4. Practice being brief and focused on pain issues and successes. It’s tough to work at building something that helps you succeed royally at something important to you. I call it “going for the gold.” It’s like the training Olympic champions engage in. They’re focused and focused on success rather than failure. Here there’s no such thing as “learning by trial and error.” There’s no such learning technically. The way it really works is “learning by trial and success.” So, here you’ll hear very few negatives, and even less focus on how doctors and patients failed, but on the small, positive steps taken by doctors and patients in succeeding, if only in tiny steps. I really want to hear about successes you’ve had in controlling the conditions of your pain’s occurrence on a daily basis. I don’t want to know how many times last week you had pain, nor do your fellow pain patients. We will want to know everything you have to say about how many times last week you didn’t have pain, and why and how you did it.

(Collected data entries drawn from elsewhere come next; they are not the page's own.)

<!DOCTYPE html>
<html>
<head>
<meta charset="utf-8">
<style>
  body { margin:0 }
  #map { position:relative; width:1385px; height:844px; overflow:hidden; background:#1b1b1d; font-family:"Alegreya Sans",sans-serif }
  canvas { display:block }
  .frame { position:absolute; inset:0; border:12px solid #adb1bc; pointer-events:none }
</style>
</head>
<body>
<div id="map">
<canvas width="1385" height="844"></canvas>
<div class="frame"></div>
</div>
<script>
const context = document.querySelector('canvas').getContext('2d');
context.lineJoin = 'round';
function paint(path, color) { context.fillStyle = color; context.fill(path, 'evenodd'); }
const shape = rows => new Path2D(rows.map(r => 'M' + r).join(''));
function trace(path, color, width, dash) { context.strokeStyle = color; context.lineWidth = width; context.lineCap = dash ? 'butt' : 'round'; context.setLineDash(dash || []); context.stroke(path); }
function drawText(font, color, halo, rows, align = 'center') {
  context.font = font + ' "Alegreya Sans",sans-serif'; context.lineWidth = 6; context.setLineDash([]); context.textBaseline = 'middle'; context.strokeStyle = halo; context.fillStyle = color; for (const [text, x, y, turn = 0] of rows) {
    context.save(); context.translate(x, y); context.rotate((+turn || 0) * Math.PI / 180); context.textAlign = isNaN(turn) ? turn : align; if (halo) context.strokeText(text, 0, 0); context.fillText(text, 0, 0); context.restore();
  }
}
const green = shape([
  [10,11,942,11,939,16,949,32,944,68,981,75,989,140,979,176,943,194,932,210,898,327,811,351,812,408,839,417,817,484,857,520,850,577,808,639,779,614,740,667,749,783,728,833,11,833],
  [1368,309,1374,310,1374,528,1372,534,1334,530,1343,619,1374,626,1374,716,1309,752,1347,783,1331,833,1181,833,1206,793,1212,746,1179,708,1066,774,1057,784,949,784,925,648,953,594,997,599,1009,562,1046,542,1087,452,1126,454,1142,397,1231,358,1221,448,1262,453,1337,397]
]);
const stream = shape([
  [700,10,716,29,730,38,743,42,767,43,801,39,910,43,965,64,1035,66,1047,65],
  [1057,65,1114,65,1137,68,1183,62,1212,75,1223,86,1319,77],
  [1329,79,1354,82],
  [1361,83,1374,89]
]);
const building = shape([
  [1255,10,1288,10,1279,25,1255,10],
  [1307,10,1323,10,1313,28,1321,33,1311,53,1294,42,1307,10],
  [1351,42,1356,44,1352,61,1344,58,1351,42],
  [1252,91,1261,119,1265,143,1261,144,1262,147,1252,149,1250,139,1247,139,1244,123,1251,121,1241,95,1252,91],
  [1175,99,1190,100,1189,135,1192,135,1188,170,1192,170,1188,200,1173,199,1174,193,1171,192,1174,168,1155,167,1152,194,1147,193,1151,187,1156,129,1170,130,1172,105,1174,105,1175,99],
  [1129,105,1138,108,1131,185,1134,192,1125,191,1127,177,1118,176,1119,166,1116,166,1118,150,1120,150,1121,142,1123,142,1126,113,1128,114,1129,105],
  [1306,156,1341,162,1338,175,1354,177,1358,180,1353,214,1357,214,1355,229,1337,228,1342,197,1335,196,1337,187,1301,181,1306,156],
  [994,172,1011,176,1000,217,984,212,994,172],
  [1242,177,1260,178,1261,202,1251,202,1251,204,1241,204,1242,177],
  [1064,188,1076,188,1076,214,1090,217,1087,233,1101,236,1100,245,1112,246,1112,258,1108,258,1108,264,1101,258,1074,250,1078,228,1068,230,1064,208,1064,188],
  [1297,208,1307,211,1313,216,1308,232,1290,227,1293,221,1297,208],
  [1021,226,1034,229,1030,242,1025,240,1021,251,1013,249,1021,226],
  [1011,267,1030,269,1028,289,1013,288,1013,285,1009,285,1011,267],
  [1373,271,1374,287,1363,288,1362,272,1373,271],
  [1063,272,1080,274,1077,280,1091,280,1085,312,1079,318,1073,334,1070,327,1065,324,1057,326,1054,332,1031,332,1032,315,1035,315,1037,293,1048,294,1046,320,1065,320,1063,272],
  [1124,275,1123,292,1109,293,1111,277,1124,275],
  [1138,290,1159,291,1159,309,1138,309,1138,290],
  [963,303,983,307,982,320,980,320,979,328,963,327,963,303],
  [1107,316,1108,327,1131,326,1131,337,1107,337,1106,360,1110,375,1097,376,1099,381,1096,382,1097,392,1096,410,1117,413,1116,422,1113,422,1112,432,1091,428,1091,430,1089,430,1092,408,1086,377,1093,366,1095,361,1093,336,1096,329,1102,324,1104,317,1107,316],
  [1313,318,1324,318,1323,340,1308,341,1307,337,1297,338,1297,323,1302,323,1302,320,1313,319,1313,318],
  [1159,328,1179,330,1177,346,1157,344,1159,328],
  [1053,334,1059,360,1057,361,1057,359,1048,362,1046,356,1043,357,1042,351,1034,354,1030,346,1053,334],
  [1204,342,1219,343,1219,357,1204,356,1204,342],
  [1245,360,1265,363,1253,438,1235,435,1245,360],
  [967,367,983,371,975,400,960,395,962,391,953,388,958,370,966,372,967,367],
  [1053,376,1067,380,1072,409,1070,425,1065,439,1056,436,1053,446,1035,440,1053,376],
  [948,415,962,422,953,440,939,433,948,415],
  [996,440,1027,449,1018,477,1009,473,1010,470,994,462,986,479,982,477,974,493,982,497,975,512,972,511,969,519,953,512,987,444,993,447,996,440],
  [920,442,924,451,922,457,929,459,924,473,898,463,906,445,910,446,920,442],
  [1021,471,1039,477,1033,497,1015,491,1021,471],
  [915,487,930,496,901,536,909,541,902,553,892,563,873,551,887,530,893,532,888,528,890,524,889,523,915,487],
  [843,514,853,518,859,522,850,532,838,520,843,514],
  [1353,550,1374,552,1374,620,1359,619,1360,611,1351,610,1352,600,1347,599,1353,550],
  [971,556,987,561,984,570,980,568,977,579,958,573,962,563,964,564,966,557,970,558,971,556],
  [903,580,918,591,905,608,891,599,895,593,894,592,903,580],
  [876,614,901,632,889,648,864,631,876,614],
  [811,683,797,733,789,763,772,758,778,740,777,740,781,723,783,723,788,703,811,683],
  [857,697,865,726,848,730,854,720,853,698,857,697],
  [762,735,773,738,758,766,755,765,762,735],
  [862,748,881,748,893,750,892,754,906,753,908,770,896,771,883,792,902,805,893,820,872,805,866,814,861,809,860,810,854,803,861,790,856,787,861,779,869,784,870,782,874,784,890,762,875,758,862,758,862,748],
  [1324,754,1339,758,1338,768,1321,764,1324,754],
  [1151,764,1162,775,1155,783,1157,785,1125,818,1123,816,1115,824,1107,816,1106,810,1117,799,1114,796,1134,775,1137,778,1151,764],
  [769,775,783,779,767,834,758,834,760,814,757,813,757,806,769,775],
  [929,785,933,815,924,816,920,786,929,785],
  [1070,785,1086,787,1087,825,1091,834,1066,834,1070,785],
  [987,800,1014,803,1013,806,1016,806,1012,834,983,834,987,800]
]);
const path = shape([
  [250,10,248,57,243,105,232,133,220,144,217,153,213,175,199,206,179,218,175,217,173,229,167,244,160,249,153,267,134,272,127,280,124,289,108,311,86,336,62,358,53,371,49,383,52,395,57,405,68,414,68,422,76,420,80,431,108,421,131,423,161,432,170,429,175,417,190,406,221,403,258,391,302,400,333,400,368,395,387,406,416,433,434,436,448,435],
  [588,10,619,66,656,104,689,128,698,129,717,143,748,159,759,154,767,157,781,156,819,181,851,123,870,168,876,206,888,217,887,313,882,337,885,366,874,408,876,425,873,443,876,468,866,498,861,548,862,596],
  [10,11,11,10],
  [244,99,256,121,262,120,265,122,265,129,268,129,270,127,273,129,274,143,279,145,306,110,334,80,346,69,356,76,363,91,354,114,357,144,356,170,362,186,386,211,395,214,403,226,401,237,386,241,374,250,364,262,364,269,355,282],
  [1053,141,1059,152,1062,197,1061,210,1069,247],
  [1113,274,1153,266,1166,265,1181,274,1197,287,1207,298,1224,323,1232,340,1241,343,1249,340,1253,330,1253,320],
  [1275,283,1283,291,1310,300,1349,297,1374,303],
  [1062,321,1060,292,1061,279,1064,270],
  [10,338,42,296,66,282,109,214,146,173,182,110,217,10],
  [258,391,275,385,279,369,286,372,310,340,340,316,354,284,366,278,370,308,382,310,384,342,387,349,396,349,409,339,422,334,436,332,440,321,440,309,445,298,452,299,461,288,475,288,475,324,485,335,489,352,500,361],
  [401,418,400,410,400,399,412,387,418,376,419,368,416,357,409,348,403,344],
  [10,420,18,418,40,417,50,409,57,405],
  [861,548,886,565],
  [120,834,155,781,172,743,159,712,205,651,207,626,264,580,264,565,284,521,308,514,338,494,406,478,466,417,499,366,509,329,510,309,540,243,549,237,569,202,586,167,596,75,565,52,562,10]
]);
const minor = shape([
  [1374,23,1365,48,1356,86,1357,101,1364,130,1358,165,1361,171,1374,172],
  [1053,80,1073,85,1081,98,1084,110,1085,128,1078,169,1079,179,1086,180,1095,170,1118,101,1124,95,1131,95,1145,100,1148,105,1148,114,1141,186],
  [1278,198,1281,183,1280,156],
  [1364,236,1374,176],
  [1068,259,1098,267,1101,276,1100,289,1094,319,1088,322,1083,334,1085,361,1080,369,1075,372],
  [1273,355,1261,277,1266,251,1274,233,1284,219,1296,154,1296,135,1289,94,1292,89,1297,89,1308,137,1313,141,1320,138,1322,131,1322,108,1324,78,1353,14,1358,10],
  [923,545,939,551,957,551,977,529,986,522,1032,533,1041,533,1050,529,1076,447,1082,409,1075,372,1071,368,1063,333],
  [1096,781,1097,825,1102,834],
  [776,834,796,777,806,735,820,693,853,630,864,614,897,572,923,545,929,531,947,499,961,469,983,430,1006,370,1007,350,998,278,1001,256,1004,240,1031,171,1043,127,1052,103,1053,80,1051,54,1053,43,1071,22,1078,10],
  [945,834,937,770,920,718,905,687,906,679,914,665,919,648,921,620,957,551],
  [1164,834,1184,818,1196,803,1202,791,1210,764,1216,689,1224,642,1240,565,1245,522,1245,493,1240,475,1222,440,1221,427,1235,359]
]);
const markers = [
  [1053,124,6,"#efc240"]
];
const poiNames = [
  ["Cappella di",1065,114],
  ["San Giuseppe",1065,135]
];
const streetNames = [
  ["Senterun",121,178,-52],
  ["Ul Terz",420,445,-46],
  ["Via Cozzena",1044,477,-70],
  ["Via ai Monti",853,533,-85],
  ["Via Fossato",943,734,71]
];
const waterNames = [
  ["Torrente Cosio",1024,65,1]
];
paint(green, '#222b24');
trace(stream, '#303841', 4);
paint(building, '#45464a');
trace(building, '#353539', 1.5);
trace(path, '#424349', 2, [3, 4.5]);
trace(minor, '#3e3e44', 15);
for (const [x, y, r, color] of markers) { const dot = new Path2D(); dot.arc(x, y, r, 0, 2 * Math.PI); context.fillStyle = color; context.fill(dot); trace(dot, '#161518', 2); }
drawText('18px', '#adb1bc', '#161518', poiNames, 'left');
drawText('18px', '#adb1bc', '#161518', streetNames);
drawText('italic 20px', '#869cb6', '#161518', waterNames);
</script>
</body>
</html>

In short, the entire site, including me, is aimed at helping you learn how to attain optimal self management of the conditions of your pain’s occurrence in your own life situation. Why? Because there is no healthcare “system.” There never was and there is none now. A “system” requires management, and there’s been no evidence for half a century of any control over the nation’s healthcare expenditures. The numbers speak; no evidence of control means no evidence of “system.” And the government’s passive role:  to simply monitor the numbers, as they go up, and up and up. So all patients are really on their own, and the more you’re in  personal control, the better. That’s at least proof of a “system.”  So, join me, and people with pain with the mindset that I’ve just laid out for your consideration, and  start your fascinating road back to optimal restored functionality, return to work, less pain, decreased dependence on medical services, and personal empowerment. Welcome.